# Your task:
Please return every line of the records below that holds the word "roads".

# Data to process:
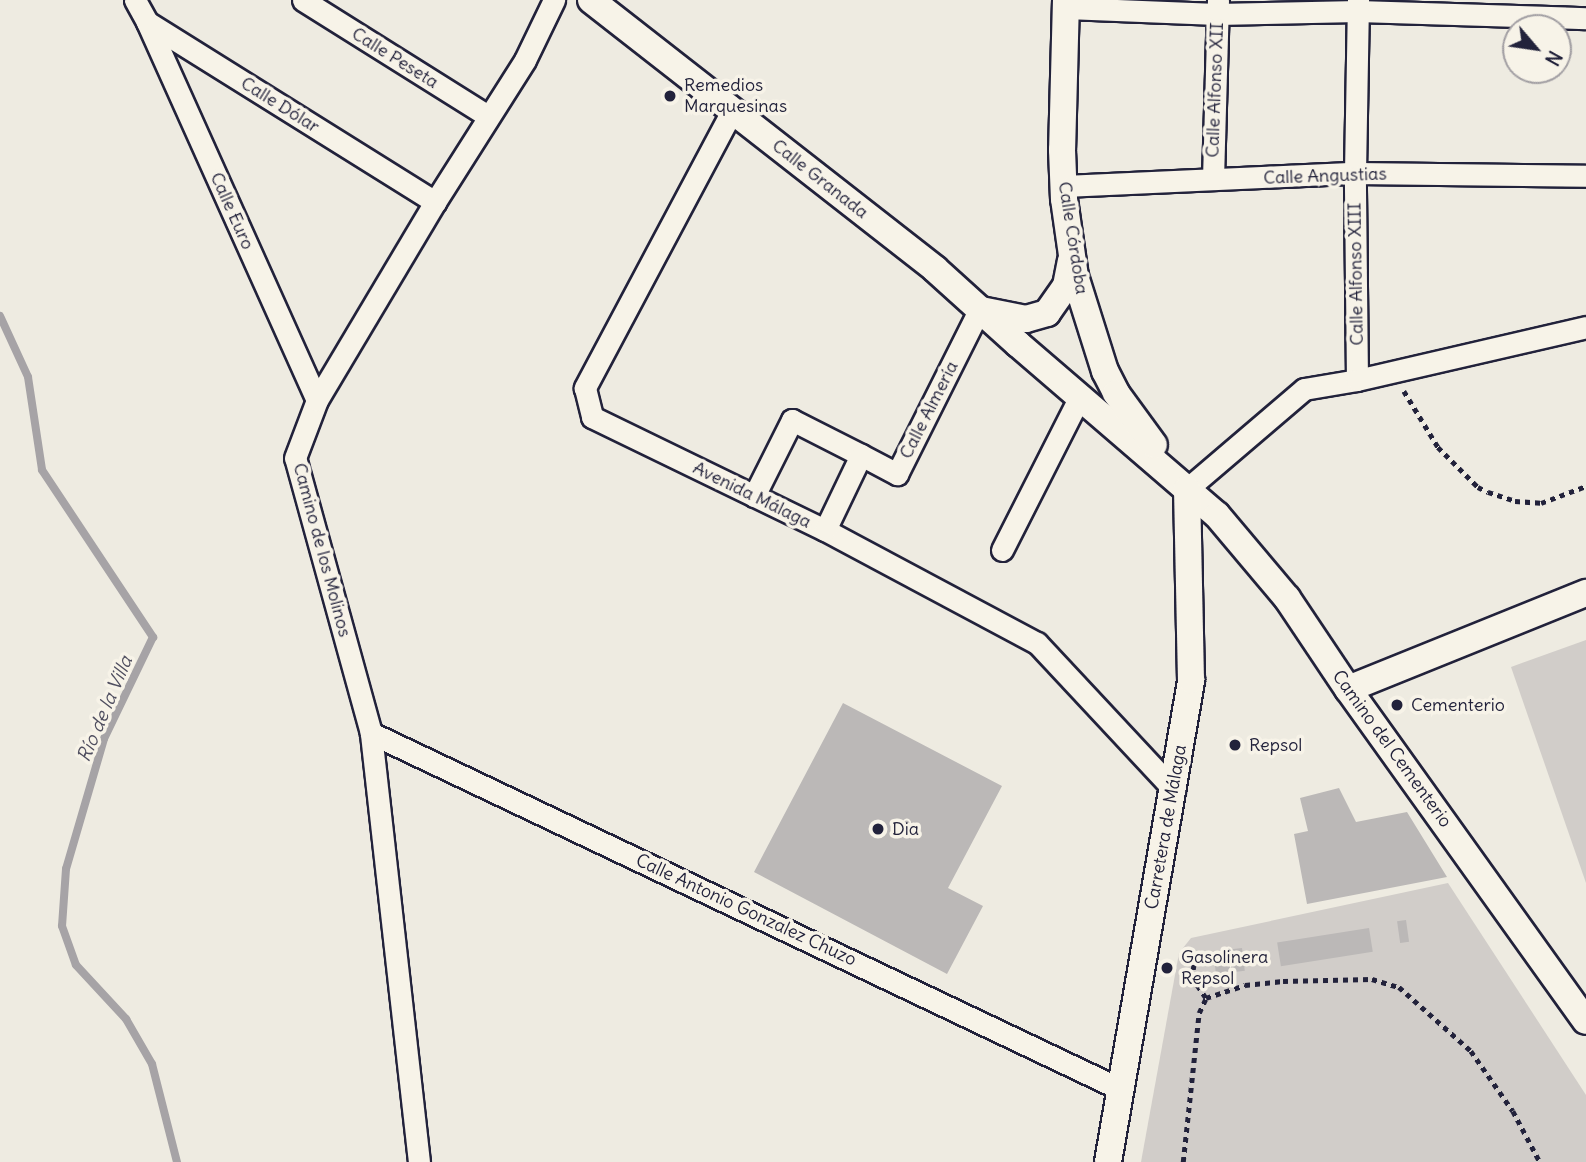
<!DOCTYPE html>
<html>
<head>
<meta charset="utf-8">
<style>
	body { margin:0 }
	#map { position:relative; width:1586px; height:1162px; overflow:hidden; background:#eeebe1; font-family:Delius,sans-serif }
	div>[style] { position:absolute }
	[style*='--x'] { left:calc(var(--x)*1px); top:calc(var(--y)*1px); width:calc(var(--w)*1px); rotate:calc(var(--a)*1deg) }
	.green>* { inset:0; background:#d1cdc9 }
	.stream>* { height:8px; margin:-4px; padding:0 4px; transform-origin:4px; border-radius:4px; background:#a6a3a6 }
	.building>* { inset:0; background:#bbb8b7; transform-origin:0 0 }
	.path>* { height:4.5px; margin-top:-2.25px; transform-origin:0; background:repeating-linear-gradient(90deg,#22223b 0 5px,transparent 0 10px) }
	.roads { filter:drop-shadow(2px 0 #22223b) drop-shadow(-2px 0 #22223b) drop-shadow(0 2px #22223b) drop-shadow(0 -2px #22223b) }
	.minor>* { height:21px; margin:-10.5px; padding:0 10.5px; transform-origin:10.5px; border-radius:10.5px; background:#f7f3e8 }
	.tertiary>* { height:26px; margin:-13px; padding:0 13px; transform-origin:13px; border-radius:13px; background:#f7f3e8 }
	.dots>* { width:19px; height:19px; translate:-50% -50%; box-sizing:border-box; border:4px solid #f7f3e8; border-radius:50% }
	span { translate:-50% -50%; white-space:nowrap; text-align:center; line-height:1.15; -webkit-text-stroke:7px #f7f3e8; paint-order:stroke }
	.street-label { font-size:18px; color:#22223b }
	.poi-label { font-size:18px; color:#22223b }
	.left { translate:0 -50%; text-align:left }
	.water-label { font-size:19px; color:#504f60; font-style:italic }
	.north { position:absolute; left:1502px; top:14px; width:70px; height:70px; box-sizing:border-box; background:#f7f3e8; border:2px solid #a29fa3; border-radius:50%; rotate:119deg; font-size:19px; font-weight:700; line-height:28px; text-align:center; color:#22223b }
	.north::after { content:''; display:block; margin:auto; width:24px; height:32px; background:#22223b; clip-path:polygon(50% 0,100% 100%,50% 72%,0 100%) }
</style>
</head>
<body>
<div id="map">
	<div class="green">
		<div style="clip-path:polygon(1586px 640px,1586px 883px,1511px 667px)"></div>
		<div style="clip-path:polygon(1448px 883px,1586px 1095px,1586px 1162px,1141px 1162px,1179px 953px,1191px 938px)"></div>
	</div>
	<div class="stream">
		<div style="--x:0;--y:316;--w:67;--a:65.3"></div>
		<div style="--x:28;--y:377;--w:94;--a:81.4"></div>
		<div style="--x:42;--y:470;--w:201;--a:56.4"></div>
		<div style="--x:153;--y:637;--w:113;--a:115.7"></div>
		<div style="--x:104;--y:739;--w:135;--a:106.3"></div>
		<div style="--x:66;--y:869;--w:57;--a:94"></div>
		<div style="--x:62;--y:926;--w:41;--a:70.3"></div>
		<div style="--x:76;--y:965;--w:74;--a:47.2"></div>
		<div style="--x:126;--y:1019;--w:52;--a:60"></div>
		<div style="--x:152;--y:1064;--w:101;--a:75.7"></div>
	</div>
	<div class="building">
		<div style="clip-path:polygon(843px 703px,1002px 786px,948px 888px,983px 906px,947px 974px,754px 872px)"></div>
		<div style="clip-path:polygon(1339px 788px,1356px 822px,1407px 812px,1447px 877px,1307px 904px,1294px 834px,1308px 831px,1300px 798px)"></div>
		<div style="left:1406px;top:920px;width:22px;height:9px;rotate:82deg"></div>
		<div style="left:1369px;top:928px;width:24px;height:93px;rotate:81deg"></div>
		<div style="left:1242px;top:948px;width:23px;height:29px;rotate:83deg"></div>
	</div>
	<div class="path">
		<div style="--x:1404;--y:391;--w:66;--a:58.7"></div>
		<div style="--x:1438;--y:447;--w:57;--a:45"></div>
		<div style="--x:1478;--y:487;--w:11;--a:27"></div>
		<div style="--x:1488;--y:492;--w:28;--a:18"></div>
		<div style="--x:1515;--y:501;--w:26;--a:4"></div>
		<div style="--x:1541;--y:503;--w:48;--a:-20.7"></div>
		<div style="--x:1196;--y:955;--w:22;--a:100"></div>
		<div style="--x:1192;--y:977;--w:25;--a:56"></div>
		<div style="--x:1183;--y:1162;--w:150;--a:-83.9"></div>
		<div style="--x:1199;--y:1013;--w:17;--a:-65"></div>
		<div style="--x:1206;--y:998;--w:41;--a:-18.4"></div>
		<div style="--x:1245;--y:985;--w:38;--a:-6"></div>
		<div style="--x:1283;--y:981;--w:89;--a:-1.3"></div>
		<div style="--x:1372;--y:979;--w:28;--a:17"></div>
		<div style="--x:1399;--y:987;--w:96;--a:41.6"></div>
		<div style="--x:1471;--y:1051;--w:73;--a:55"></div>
		<div style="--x:1513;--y:1111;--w:58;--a:62.1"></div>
	</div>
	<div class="roads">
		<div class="minor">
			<div style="--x:135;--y:0;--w:25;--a:61"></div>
			<div style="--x:147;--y:22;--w:340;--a:32"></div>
			<div style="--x:303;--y:0;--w:218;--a:32.1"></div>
			<div style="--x:1066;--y:8;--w:151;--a:2.3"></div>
			<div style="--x:1217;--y:14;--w:141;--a:-1.2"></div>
			<div style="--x:1358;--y:11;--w:228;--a:1.8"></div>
			<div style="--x:147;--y:22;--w:414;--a:65.8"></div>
			<div style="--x:732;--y:111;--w:314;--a:118"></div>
			<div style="--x:585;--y:388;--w:30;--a:76"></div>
			<div style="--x:592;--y:417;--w:259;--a:25.9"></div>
			<div style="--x:825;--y:530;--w:240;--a:28.1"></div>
			<div style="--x:1037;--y:643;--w:201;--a:47"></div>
			<div style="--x:1213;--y:179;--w:179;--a:-88.4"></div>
			<div style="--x:1064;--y:186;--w:291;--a:-2.6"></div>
			<div style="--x:1355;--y:173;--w:231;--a:0.7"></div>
			<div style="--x:1357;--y:380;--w:207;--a:-90.6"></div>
			<div style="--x:1355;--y:173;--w:173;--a:-89"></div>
			<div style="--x:861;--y:455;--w:41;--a:27.8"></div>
			<div style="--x:897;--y:474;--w:183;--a:-63.4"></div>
			<div style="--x:1187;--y:489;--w:154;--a:-40.5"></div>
			<div style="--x:1304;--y:389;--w:54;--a:-9.6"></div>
			<div style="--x:1357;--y:380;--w:235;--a:-13"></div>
			<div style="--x:754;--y:496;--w:85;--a:-63.4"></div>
			<div style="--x:792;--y:420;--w:77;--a:26.9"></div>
			<div style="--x:861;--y:455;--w:83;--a:115.6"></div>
			<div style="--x:1002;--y:550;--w:173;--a:-63.1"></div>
			<div style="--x:371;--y:733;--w:829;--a:25.42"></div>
			<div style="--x:419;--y:1162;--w:432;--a:-96.4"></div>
			<div style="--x:371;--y:733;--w:285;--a:-105.4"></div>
			<div style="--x:295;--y:458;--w:62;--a:-69.2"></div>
			<div style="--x:317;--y:400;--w:230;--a:-59.2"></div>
			<div style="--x:435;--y:202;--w:168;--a:-57.6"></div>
			<div style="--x:525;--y:60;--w:67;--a:-64.2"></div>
		</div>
		<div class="tertiary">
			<div style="--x:591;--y:0;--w:437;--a:38"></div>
			<div style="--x:935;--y:269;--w:112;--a:42.1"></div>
			<div style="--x:1018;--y:344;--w:262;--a:40.7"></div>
			<div style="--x:1217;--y:515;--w:109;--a:49.9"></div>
			<div style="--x:1287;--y:598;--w:110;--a:56.2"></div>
			<div style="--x:1348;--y:689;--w:408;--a:54.4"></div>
			<div style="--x:1066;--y:0;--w:150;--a:91.5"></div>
			<div style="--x:1062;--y:150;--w:49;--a:87.7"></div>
			<div style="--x:1064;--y:199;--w:78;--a:81.9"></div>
			<div style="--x:1075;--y:276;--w:100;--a:72.5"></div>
			<div style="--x:1105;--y:371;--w:25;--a:63"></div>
			<div style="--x:1116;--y:393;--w:64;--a:53.8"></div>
			<div style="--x:981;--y:310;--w:46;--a:11.3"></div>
			<div style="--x:1026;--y:319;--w:22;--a:-16"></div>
			<div style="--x:1047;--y:313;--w:33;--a:-55"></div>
			<div style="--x:1066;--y:286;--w:25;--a:-79"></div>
			<div style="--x:1348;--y:689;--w:257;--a:-22"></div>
			<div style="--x:1108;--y:1162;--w:489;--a:-80.2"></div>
			<div style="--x:1191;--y:680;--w:191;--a:-91.2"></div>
		</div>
	</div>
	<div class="dots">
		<div style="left:670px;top:96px;background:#22223b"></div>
		<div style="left:1397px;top:705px;background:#22223b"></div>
		<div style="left:1235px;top:745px;background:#22223b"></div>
		<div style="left:878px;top:829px;background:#22223b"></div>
		<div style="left:1167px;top:968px;background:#22223b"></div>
	</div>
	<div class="street-label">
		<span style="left:395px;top:58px;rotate:32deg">Calle Peseta</span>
		<span style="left:1215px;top:90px;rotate:-88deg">Calle Alfonso XII</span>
		<span style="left:280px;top:105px;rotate:32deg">Calle Dólar</span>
		<span style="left:1325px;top:176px;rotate:-2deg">Calle Angustias</span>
		<span style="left:820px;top:179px;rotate:38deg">Calle Granada</span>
		<span style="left:232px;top:211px;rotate:66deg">Calle Euro</span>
		<span style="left:1073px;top:238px;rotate:81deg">Calle Córdoba</span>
		<span style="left:1356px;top:274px;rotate:-91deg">Calle Alfonso XIII</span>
		<span style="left:929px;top:410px;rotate:-63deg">Calle Almería</span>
		<span style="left:752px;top:495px;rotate:26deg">Avenida Málaga</span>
		<span style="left:322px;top:550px;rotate:75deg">Camino de los Molinos</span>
		<span style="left:1392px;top:749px;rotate:54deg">Camino del Cementerio</span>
		<span style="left:1166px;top:827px;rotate:-80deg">Carretera de Málaga</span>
		<span style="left:746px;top:910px;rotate:25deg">Calle Antonio Gonzalez Chuzo</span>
	</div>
	<div class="poi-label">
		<span class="left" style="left:684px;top:96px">Remedios<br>Marquesinas</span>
		<span class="left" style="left:1411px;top:705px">Cementerio</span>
		<span class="left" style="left:1249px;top:745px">Repsol</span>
		<span class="left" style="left:892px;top:829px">Dia</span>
		<span class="left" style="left:1181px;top:968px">Gasolinera<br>Repsol</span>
	</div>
	<div class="water-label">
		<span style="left:105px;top:709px;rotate:-67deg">Río de la Villa</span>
	</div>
	<div class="north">N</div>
</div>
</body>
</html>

# Answer box:
	.roads { filter:drop-shadow(2px 0 #22223b) drop-shadow(-2px 0 #22223b) drop-shadow(0 2px #22223b) drop-shadow(0 -2px #22223b) }
	<div class="roads">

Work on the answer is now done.